Victoria plans to double the number of voting machines and increase the number of polling stations for the next municipal election to try to avoid a repeat of long lineups and waits at the polls last fall.
Councillors have agreed to recommendations in a report from city clerk and chief election officer Chris Coates on lessons learned from the 2018 vote.
“The main issue of concern from the public was the length of time spent in the line at voting locations,” Coates said in his report, noting waits of 45 minutes to an hour were not uncommon.
Coates said the estimated cost of renting additional voting machines for each polling station is $25,000, which he said is small in relation to the $320,000 election budget.
The cost of setting up additional polling stations has yet to be determined.
Victoria saw a 43.5 per cent voter turnout in October, the largest recorded turnout in a city election, up from 39 per cent in the previous election.
That translated to 29,707 ballots cast — 5,042 more than in 2014 and an increase of more than 12,000 from the 2011 election.

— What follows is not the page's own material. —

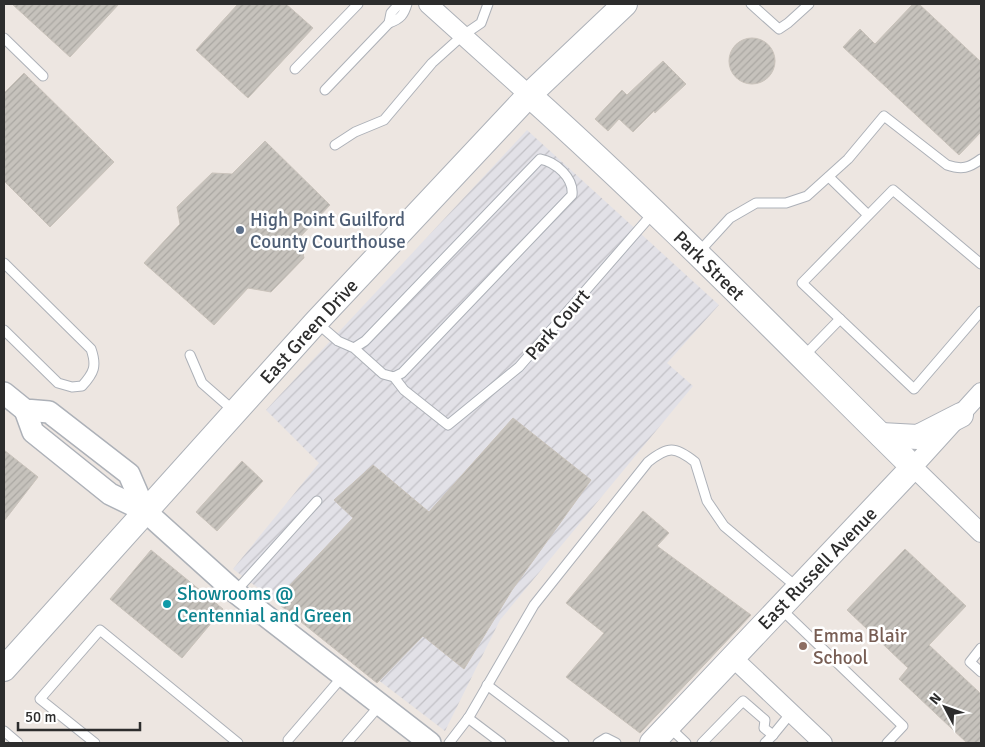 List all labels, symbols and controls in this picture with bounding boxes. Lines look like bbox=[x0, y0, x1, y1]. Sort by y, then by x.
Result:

The city set up 12 voting places on general election day. In addition, there were six advance voting opportunities, mail-in ballots and special voting stations at care homes with 50 or more residents.
A total of 4,791 advance votes were cast, up from 3,144 in the previous election, along with 197 mail-in ballots and 403 ballots cast at care homes.
Meanwhile, Coates ballparked the cost of a council byelection, should it become necessary, at about $200,000.
Coun. Laurel Collins has announced her intention to seek the NDP nomination for the fall federal election in the hope of succeeding Victoria MP Murray Rankin, who has announced his retirement.